By Bobby Harrison/NEMS Daily Journal
JACKSON – The Mississippi Legislature will return in special session at 10 a.m. Thursday to try to fund and re-authorize the Division of Medicaid before it is repealed at midnight Sunday.
Gov. Phil Bryant announced the special session Monday afternoon.
If the Legislature is unable to reach agreement, chaos and uncertainty would be created for the federal-state agency and the 644,000 elderly, disabled, poor pregnant women and poor children who receive their heath care through Medicaid.
“I urge the Legislature to act immediately upon convening to authorize and fund the Division of Medicaid,” Bryant said in a statement. “Taxpayers should not have to pay for days of political showmanship, and Medicaid beneficiaries deserve to be freed from the uncertainty that has been thrust upon them.”
During the 2013 regular session, Medicaid was not funded or reauthorized for the new fiscal year because of strife in the state House where the Democratic minority sought to force Speaker Phil Gunn, R-Clinton, to allow a vote in the chamber on expanding Medicaid to cover 300,000 additional Mississippians, primary the working poor.

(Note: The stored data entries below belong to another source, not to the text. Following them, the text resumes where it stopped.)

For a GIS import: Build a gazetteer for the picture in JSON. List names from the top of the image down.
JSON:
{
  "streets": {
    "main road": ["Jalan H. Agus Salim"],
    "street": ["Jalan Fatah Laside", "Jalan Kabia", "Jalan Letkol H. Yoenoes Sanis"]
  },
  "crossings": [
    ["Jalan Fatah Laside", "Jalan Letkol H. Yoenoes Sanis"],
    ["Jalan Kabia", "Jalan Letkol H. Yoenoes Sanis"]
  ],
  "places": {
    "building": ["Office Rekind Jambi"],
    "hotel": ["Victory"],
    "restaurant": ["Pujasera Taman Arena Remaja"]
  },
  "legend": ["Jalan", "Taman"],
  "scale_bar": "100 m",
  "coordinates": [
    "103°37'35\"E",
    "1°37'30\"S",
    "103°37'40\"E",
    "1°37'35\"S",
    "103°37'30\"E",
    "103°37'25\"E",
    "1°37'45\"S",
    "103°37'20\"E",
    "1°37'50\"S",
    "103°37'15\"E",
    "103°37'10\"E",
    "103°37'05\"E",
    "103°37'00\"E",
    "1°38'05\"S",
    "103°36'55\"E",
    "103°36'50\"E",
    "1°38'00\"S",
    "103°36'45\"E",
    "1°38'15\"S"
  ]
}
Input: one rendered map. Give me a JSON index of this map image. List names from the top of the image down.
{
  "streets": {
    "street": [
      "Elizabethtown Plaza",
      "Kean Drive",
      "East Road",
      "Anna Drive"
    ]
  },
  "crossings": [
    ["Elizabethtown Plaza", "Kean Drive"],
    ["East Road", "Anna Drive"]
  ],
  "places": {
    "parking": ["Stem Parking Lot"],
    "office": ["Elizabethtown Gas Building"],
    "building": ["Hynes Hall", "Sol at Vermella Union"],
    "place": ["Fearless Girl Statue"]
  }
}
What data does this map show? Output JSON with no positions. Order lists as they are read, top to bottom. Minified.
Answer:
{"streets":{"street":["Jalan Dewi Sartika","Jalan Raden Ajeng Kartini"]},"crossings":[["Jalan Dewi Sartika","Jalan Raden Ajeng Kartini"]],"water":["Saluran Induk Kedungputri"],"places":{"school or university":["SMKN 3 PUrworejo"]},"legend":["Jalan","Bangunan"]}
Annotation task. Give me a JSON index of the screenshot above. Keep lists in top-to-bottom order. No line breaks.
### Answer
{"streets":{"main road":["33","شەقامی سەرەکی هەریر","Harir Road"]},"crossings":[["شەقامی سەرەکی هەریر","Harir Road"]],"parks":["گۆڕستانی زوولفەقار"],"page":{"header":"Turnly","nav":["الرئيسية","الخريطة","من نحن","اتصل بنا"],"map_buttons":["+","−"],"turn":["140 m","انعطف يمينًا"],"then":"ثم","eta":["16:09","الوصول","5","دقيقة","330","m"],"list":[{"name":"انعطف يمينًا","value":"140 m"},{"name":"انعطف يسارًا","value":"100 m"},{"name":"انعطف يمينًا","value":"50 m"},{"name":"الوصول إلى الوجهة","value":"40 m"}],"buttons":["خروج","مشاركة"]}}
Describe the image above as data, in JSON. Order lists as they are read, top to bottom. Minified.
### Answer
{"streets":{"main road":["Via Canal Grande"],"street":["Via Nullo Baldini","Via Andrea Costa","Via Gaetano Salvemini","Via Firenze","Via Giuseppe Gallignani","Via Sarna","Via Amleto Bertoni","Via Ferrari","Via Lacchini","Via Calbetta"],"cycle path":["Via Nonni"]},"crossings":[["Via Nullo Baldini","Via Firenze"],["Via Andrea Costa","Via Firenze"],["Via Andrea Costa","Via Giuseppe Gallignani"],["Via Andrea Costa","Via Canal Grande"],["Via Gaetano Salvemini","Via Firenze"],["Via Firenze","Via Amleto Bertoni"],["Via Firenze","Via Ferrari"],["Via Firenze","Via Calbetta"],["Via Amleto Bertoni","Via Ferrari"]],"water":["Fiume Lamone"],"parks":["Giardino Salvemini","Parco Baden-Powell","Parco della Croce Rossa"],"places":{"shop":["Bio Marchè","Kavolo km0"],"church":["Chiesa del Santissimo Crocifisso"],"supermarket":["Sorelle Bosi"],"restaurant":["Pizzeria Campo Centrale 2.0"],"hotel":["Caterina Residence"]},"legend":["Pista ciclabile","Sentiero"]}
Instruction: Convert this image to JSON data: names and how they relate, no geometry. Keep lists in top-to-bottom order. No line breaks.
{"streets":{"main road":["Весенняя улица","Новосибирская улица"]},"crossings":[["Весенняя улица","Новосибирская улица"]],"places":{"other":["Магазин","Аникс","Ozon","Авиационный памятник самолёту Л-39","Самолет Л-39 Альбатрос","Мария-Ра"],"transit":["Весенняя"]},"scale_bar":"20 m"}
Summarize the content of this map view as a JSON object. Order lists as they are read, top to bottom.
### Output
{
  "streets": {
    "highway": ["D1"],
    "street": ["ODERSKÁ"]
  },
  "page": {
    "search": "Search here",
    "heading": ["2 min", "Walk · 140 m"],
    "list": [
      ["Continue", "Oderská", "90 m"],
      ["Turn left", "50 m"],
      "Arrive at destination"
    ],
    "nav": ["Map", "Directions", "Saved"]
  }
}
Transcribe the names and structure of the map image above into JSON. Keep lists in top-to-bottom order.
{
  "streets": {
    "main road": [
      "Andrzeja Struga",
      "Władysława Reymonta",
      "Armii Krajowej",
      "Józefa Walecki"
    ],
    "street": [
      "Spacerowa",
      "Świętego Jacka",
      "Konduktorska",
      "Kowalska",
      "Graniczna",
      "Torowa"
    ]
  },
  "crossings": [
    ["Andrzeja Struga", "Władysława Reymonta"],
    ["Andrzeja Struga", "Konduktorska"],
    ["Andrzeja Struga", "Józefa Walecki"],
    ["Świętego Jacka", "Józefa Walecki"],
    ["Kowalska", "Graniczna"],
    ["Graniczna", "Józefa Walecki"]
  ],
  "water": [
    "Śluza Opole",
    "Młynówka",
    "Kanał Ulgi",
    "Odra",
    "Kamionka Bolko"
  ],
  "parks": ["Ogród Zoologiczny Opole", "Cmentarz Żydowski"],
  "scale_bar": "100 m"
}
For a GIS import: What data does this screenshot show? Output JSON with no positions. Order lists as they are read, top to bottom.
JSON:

The expansion is allowed under the federal Affordable Care Act, which the state’s Republican leadership has actively opposed.
Thanks to a recent state Ethics Commission ruling removing conflict of interest concerns and allowing six Republican House members to vote on Medicaid issues, it appears that the majority party might have the votes to pass a funding bill over Democratic objections. But if taxes on health care providers, requiring a three-fifths vote, remain in the reauthorization bill, Republicans might still have a difficult time extending Medicaid.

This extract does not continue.